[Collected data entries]
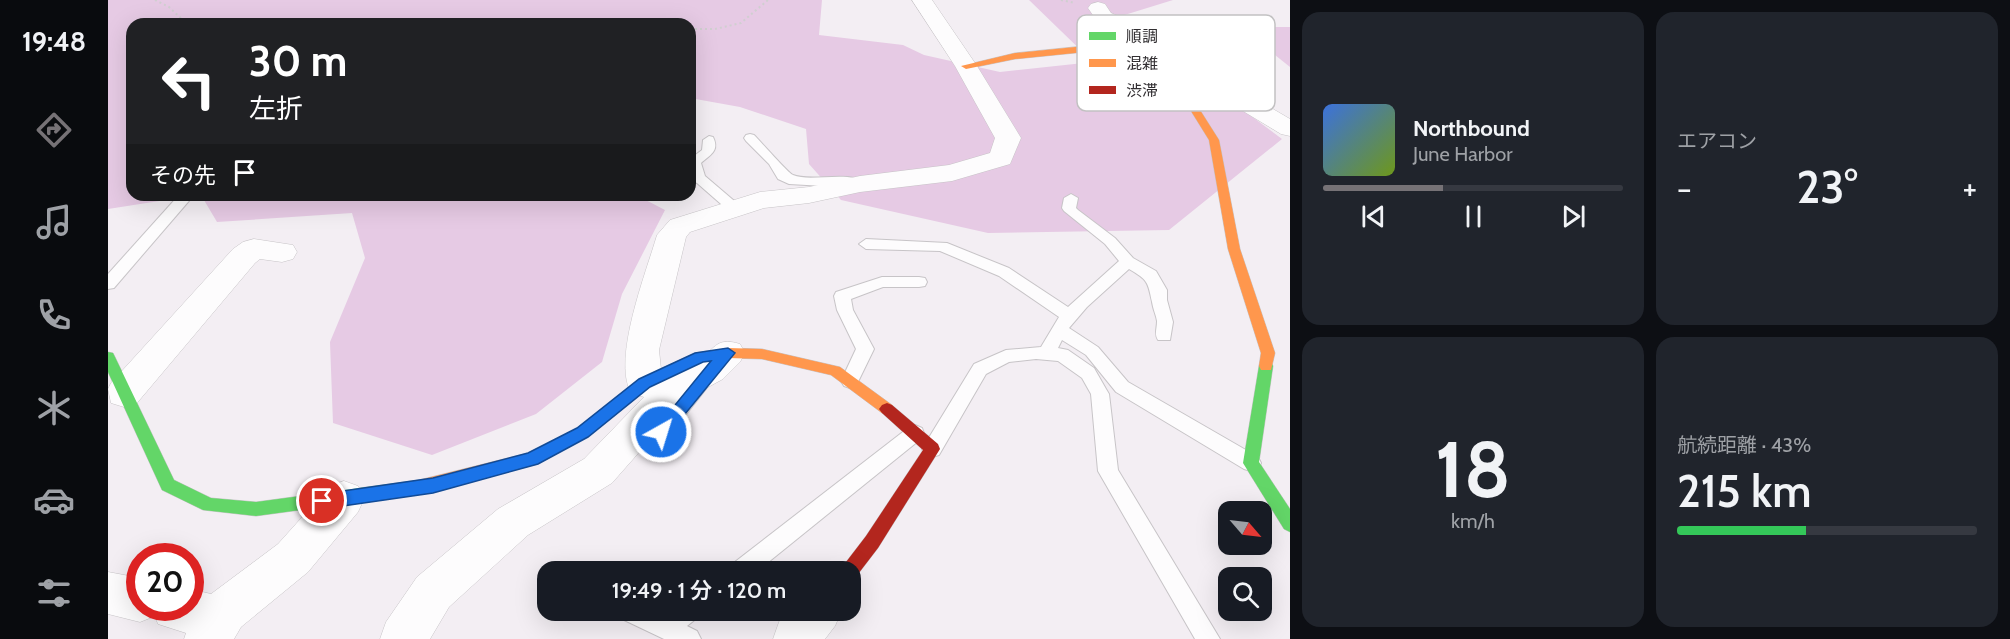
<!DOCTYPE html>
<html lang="ja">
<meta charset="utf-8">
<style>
:root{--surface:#171b24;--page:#20242c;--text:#f1f3f6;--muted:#9ea1a6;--line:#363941;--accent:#767276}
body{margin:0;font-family:Cabin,"Noto Sans JP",sans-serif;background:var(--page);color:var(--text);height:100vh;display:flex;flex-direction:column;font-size:22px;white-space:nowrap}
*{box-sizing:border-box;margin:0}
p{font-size:20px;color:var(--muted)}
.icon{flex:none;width:33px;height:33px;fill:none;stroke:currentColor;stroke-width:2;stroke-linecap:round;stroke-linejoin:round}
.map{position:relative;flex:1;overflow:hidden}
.side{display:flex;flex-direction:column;gap:12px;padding:12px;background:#0d0f14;width:720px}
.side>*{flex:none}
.guide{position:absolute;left:18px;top:18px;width:570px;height:183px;border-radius:18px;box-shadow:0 6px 24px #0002;background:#202124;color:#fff;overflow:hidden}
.needle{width:39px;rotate:118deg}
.fabs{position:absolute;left:1110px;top:501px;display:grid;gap:12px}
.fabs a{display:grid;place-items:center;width:54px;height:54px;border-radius:12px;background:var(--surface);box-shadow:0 6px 24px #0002;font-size:30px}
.speed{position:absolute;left:18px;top:543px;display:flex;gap:12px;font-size:30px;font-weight:700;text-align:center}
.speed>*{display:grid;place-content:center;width:78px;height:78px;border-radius:50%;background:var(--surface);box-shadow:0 6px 24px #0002;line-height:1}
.speed .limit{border:9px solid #d22;background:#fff;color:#111}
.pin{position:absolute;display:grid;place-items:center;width:51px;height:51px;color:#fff;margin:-26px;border:3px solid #fff;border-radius:50%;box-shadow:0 2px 6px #0007}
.me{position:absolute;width:66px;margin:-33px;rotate:39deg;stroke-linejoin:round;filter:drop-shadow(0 0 4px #0008)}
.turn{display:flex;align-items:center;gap:21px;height:126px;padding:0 24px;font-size:27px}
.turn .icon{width:78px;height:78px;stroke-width:2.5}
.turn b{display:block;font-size:42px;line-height:51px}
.then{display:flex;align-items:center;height:57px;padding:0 24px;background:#0003;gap:12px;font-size:22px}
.big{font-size:45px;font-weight:600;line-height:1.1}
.side .card{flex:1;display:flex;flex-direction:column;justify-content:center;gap:9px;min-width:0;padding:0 21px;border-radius:18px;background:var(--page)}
.side .dial{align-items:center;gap:0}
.dial b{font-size:78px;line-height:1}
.song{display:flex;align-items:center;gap:18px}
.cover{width:72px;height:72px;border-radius:9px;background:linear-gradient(135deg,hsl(220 70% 55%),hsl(80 70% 35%))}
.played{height:6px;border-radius:3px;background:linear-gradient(90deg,var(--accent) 40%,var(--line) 40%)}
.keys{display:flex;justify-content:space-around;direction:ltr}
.heat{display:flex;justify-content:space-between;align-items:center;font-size:33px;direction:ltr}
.charge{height:9px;border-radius:4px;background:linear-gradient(90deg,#34c759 43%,var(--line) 0)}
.side .tiles{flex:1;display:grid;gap:12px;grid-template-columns:repeat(2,1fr)}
.trip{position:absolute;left:429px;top:561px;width:324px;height:60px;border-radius:18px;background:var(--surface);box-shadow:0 6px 24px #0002;font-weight:600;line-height:60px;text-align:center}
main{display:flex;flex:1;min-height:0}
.dock{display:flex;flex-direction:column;width:108px;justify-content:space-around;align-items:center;background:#090b0e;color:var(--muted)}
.dock .icon{width:42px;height:42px}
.dock .active{color:var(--accent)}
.dock b{font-size:27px;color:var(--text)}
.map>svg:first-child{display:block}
.green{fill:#e6cae4}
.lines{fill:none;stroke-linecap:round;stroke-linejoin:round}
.lane-casing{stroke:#c7c4c7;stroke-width:2}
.street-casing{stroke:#c7c4c7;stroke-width:1}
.fast-casing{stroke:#c7c4c7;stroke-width:1}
.slow-casing{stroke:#c7c4c7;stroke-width:1}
.jam-casing{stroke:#c7c4c7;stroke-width:1}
.path{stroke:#d0cfd0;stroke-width:2;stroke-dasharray:2 3;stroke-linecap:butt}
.lane{fill:#fdfcfd;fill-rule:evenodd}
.street{fill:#fdfcfd;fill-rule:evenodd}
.fast{fill:#63d668;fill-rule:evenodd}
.slow{fill:#ff974d;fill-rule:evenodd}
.jam{fill:#b3261e;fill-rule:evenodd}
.route{fill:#1a73e8;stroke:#114b97;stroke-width:1.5}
.key{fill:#fff;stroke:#c2c1c2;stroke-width:1.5}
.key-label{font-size:16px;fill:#322f32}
</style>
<main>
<nav class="dock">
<b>19:48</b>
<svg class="icon active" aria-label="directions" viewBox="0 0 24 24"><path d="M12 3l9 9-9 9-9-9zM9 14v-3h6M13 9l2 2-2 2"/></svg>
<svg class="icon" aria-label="music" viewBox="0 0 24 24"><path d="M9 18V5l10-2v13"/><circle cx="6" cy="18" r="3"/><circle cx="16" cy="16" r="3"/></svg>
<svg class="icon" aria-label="phone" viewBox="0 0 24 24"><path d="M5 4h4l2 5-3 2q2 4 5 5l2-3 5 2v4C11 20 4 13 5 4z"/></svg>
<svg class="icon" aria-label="climate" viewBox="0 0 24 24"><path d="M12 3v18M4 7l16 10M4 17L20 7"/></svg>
<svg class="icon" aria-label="car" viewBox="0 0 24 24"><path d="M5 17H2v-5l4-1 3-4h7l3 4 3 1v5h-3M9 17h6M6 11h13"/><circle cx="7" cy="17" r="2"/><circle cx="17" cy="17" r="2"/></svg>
<svg class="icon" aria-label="filters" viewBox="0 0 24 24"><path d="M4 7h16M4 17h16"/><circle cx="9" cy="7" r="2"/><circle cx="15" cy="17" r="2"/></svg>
</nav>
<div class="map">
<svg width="1182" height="639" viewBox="0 0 1182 639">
<rect width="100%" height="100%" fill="#f3eef3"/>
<g class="green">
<polygon points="0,0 714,0 711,35 795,45 816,55 892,72 985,62 921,0 1065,0 1010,17 1174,139 1061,230 880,233 733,200 701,164 698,129 632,107 582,98 582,24 24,24 24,195 90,195 0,209"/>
<polygon points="1152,27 1182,27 1182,67 1146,38"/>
<polygon points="93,195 528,195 557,210 514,294 494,362 428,414 324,455 225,423 222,342 257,258 244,213 109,222"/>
</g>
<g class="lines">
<g class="lane-casing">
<g id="lane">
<path d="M642 134 646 135C653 142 681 174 685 175 703 183 743 169 758 184L751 188 681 184 670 179 661 164 638 141 636 138 638 135Z"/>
<path d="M601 136 605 137C612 151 602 155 593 163L597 176 631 205 633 208 631 211H621L589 183 582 180V159L594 150 595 140Z"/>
<path d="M963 194 970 198 968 208 970 210 1007 238 1025 258 1048 271 1059 290V300L1065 322 1062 340H1050C1046 334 1049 329 1049 321 1048 315 1045 309 1044 302 1040 282 1040 280 1021 269L979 307 961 328 990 347 1020 382 1150 457 1153 463 1150 469 1143 471 1136 469 1008 392 978 355 954 340 950 348 960 350 986 368 998 389 1001 394 1010 470 1112 639H1087L990 471 983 394 974 378 950 361 928 359 901 362 878 374 831 455 824 457 817 455 814 449 866 364 898 350 933 347 951 317 891 276 832 251 758 249 751 244 758 239 839 243 901 268 960 307 1011 261 997 244 956 211 954 208 956 198Z"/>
<polygon points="71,195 86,195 6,288 0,289 0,274"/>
<polygon points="774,277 811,277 817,278 819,282 817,286 811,287 775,287 743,299 745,310 766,349 748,386 742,388 736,386 733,381 748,349 729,310 726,296 728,292"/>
<polygon points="595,373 601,375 604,380 601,385 548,453 541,455 534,453 531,447 534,441 589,375"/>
<polygon points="807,425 814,428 816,433 814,438 648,572 620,572 623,565 800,428"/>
<polygon points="509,610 546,610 556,615 562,610 592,610 589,618 579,626 589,631 593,639 556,639 512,618"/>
</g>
</g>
<g class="street-casing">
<g id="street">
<path d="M804 0H824L869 66 913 138 902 164 844 181 752 192 701 203 656 208 582 232 578 237 551 350 554 379C565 373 577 368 588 362 607 351 606 336 632 344L637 353 632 362 615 379 578 399 504 483 420 535 341 607 322 639H272L278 622 309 577 390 509 476 459 536 397 523 393C504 358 538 273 549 235L562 220 652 192 701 187 752 176 841 165 882 153 887 138 847 66Z"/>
<polygon points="990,2 997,4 1003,13 1080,47 1141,95 1182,119 1182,136 1173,134 1125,105 1064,57 989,21 980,8 983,4"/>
<polygon points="146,239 185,245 189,252 185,259 174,262 152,259 147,263 29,403 16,407 3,403 0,389 3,383 125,249 135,242"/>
<polygon points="236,481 250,486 256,499 250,512 200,572 133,627 126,639 76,639 78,633 50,624 47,616 32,622 0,614 0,572 32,578 32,608 82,608 82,589 103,594 170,544 222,486"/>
<polygon points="681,610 734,610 727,626 717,639 665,639 671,622"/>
</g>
</g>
<g class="fast-casing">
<g id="fast">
<polygon points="0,352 5,353 7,357 66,480 103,498 148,502 311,480 317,482 319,487 317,492 311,494 148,516 95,510 54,490 0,372"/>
<polygon points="1158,361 1163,362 1165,366 1151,462 1182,509 1182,532 1176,529 1135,463 1151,366 1153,362"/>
</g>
</g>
<g class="slow-casing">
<g id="slow">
<polygon points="977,46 1008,53 1085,99 1111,140 1132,249 1167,353 1163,370 1153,370 1151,366 1153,353 1120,249 1101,140 1078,103 1002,57 977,52 907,59 858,69 853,66 907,53"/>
<polygon points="620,348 654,349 732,367 784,405 787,409 784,413 779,415 774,413 723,375 654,359 620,358 595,362 541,387 479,437 430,464 311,494 305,492 303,487 305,482 311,480 420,453 469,429 531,379 587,353"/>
</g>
</g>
<g class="jam-casing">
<polygon id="jam" points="779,403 784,405 830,444 832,449 770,548 747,578 742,580 742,572 732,572 735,566 758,536 815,450 774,413 771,409 774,405"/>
</g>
<g class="path">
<polyline points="47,0 61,7 79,24"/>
<polyline points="953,0 967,3"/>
<polyline points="336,24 364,20 497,24"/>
<polyline points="582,29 607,29 633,23 660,0"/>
</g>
<use href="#lane" class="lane"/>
<use href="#street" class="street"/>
<use href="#fast" class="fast"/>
<use href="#slow" class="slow"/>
<use href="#jam" class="jam"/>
</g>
<polygon class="route" points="620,348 627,353 559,436 553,438 548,436 545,432 603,361 595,362 542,387 480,437 430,464 325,493 214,509 208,507 205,501 208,496 214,494 325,478 420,453 469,428 531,379 587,353"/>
<rect x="969" y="15" width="198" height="96" rx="9" class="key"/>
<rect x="981" y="32" width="27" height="8" fill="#63d668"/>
<rect x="981" y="59" width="27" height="8" fill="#ff974d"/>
<rect x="981" y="86" width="27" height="8" fill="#b3261e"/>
<g class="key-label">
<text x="1018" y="42">順調</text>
<text x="1018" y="69">混雑</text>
<text x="1018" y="96">渋滞</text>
</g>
</svg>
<div class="fabs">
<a><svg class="needle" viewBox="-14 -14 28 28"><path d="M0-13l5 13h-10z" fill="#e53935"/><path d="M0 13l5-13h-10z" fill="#9ea1a6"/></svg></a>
<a><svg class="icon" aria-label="search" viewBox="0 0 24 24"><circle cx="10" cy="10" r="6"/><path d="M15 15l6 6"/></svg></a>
</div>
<div class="speed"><div class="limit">20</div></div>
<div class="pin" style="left:214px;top:501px;background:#d93025"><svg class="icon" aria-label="arrive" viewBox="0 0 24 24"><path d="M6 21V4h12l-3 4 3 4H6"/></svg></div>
<svg class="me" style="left:553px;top:432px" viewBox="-20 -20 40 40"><circle r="17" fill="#1a73e8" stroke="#fff" stroke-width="3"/><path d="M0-11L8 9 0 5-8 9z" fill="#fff"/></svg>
<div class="trip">19:49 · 1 分 · 120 m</div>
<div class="guide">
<div class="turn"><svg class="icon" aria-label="left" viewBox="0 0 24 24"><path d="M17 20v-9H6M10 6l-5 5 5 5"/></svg><div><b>30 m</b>左折</div></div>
<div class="then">その先<svg class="icon" aria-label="arrive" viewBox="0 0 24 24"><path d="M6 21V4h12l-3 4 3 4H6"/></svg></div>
</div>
</div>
<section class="side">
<div class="tiles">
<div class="card">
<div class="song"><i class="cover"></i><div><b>Northbound</b><p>June Harbor</p></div></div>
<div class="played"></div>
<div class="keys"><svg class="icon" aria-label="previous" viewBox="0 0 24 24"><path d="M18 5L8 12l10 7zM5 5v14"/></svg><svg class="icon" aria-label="pause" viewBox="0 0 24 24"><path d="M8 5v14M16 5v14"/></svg><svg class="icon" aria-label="next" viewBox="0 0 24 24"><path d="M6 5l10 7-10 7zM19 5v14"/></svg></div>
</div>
<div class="card"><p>エアコン</p>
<div class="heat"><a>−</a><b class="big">23°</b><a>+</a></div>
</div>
<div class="card dial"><b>18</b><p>km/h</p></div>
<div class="card"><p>航続距離 · 43%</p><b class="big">215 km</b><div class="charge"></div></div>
</div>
</section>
</main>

**What is being asked**
Which lines of the entries above contain the string "heat"? Copy each one.

**Answer area**
.heat{display:flex;justify-content:space-between;align-items:center;font-size:33px;direction:ltr}
<div class="heat"><a>−</a><b class="big">23°</b><a>+</a></div>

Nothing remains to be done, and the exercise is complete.